*** Opening INPUT RECORDS ***

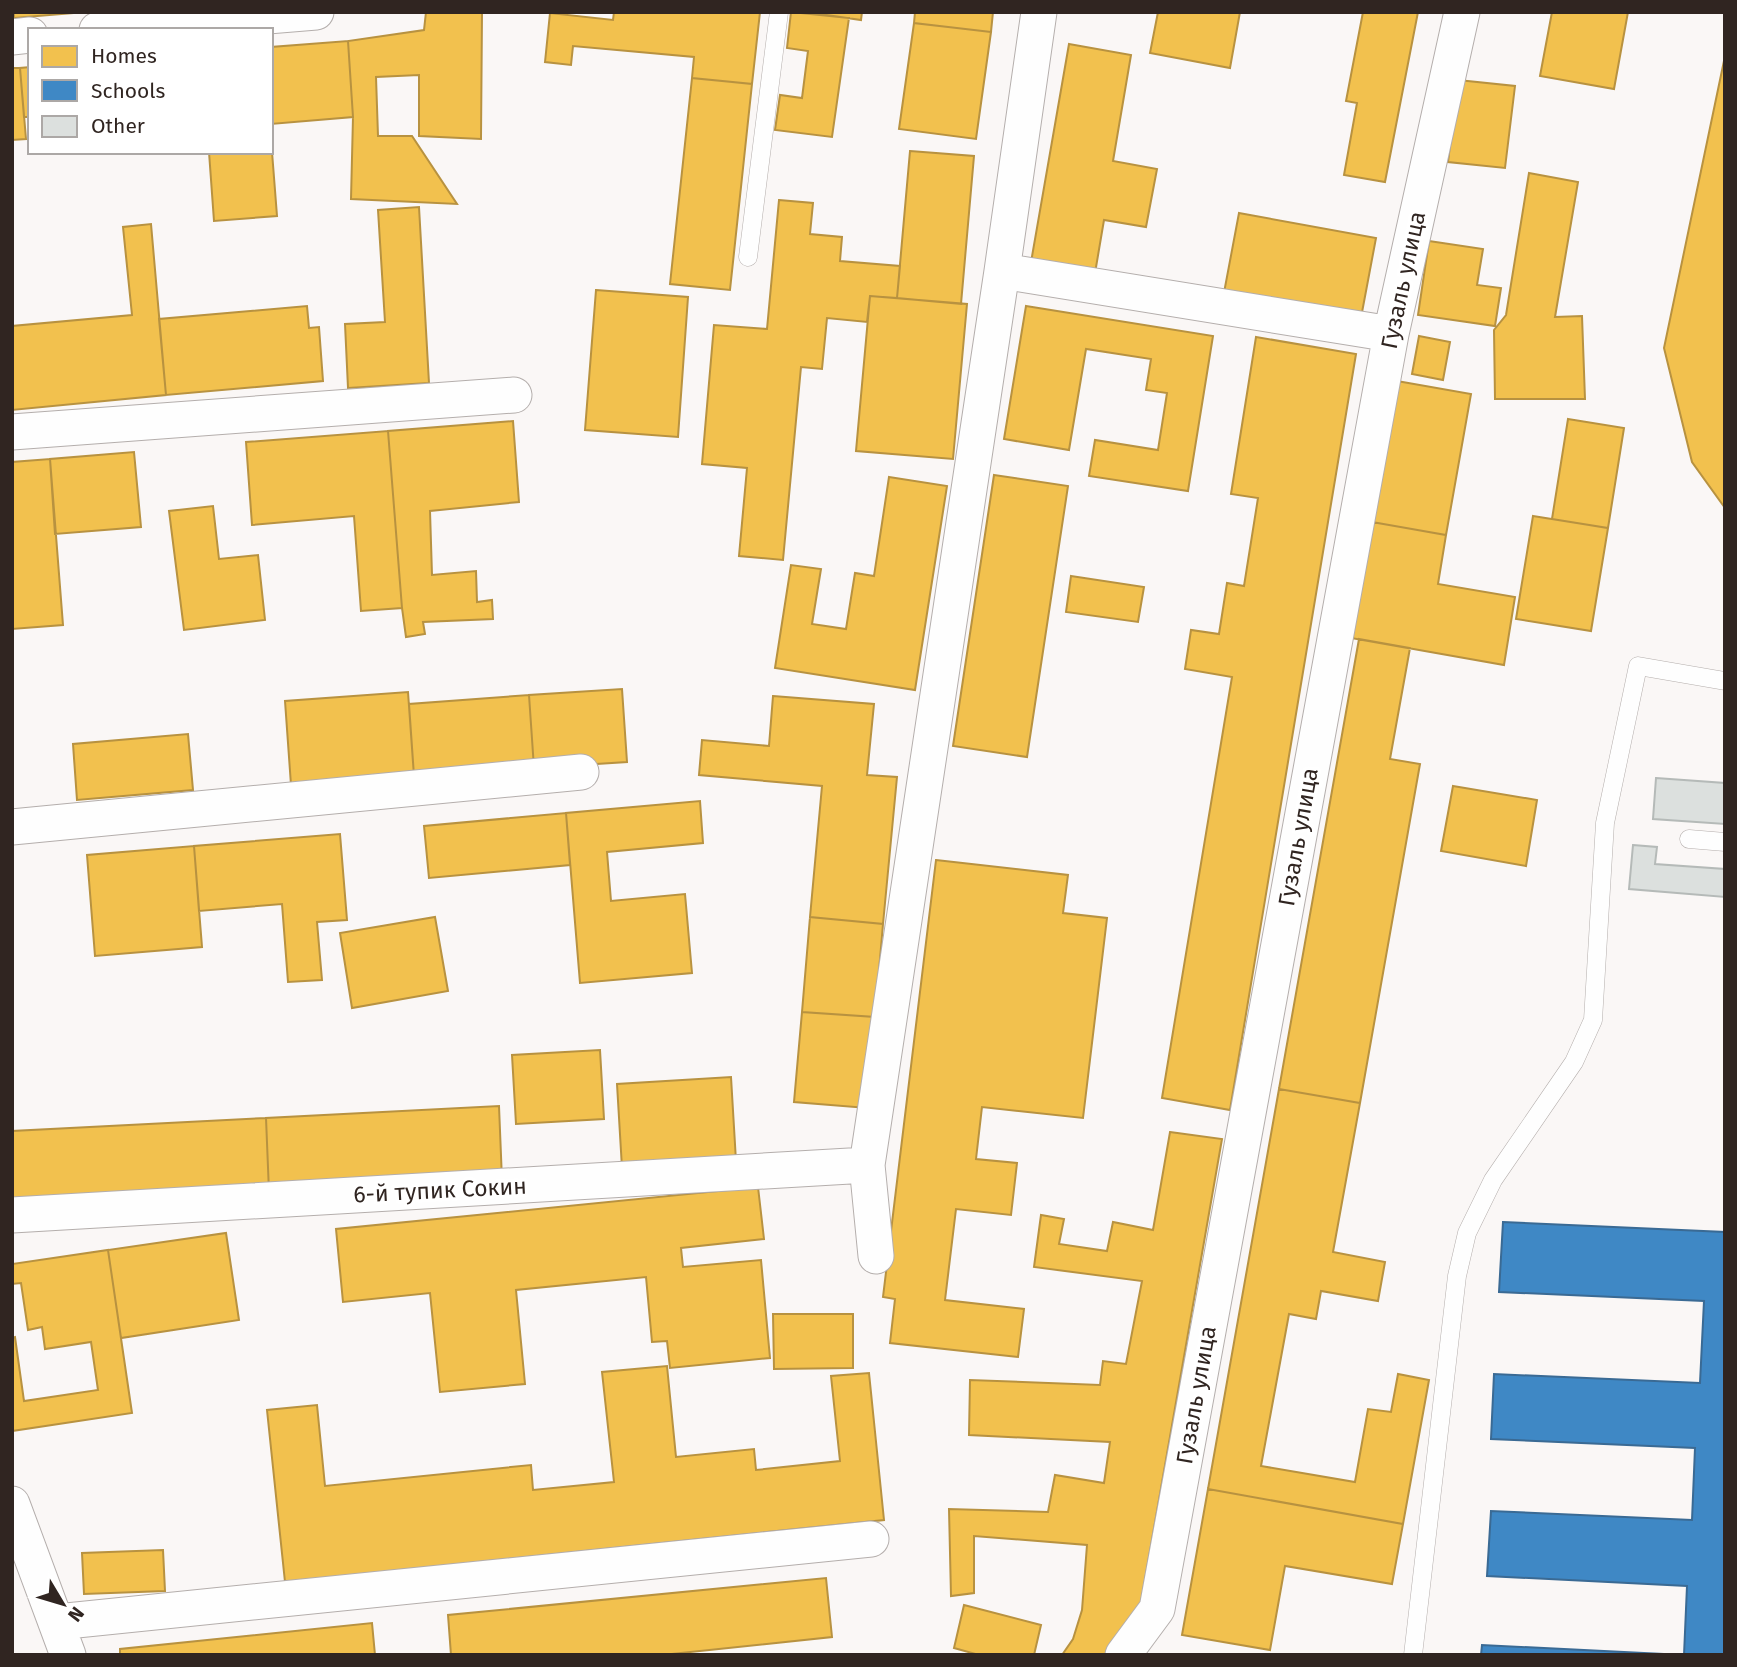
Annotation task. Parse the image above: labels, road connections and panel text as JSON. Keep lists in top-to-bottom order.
{
  "streets": {
    "street": ["Гузаль улица", "6-й тупик Сокин"]
  },
  "legend": ["Homes", "Schools", "Other"],
  "north": "bottom right"
}
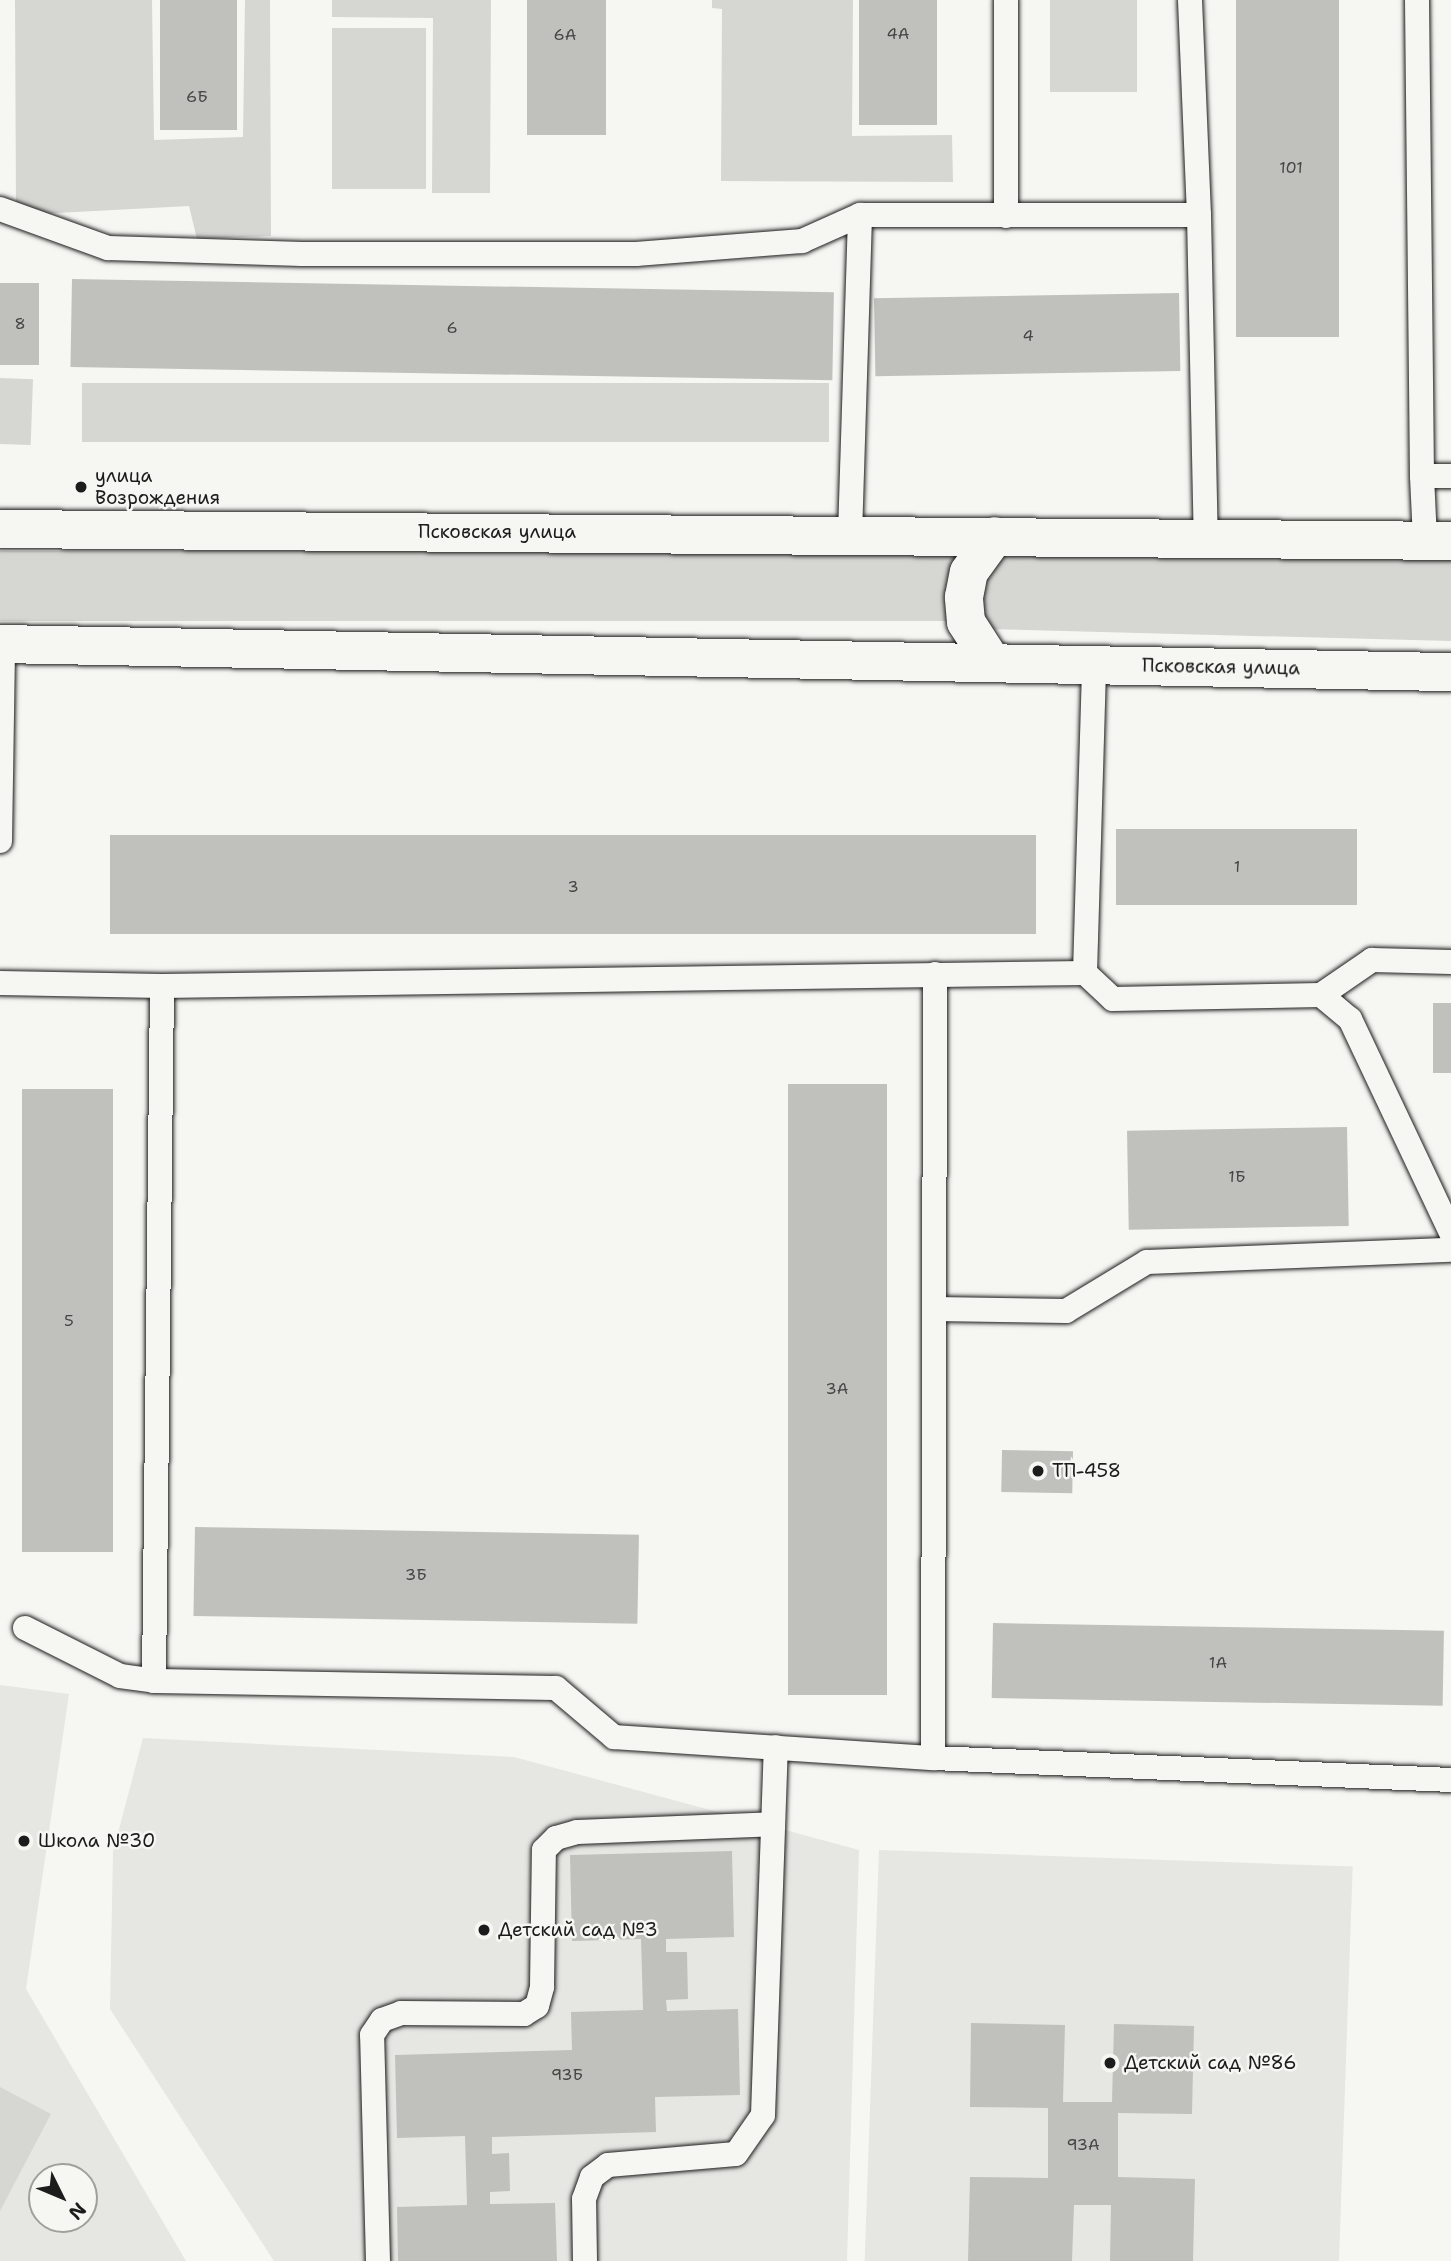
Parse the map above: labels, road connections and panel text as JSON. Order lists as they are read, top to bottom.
{
  "streets": {
    "street": ["Псковская улица"]
  },
  "places": [
    "улица Возрождения",
    "ТП-458",
    "Школа №30",
    "Детский сад №3",
    "Детский сад №86"
  ],
  "house_numbers": [
    "4А",
    "6А",
    "6Б",
    "101",
    "8",
    "6",
    "4",
    "1",
    "3",
    "1Б",
    "5",
    "3А",
    "3Б",
    "1А",
    "93Б",
    "93А"
  ],
  "north": "bottom right"
}
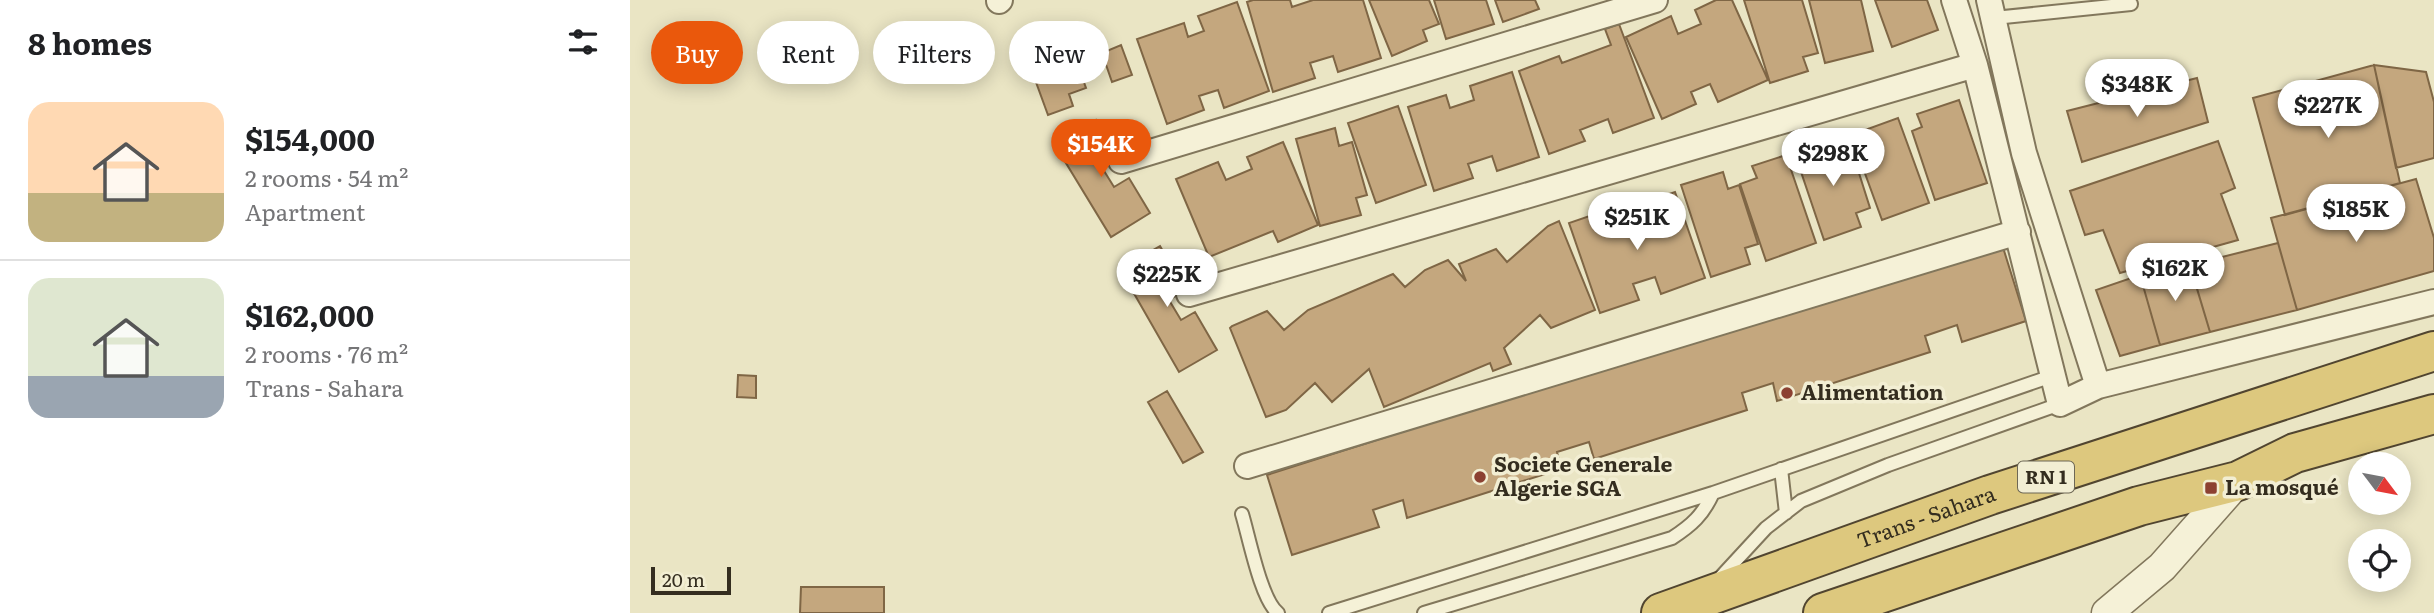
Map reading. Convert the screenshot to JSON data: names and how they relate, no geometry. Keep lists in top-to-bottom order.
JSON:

*** Closing INPUT RECORDS ***

EXERCISE DESCRIPTION: From the line containing "Map reading. Convert" to the last line of the records above, please write out every line exactly and add nothing.

COMPLETED EXERCISE:
Map reading. Convert the screenshot to JSON data: names and how they relate, no geometry. Keep lists in top-to-bottom order.
JSON:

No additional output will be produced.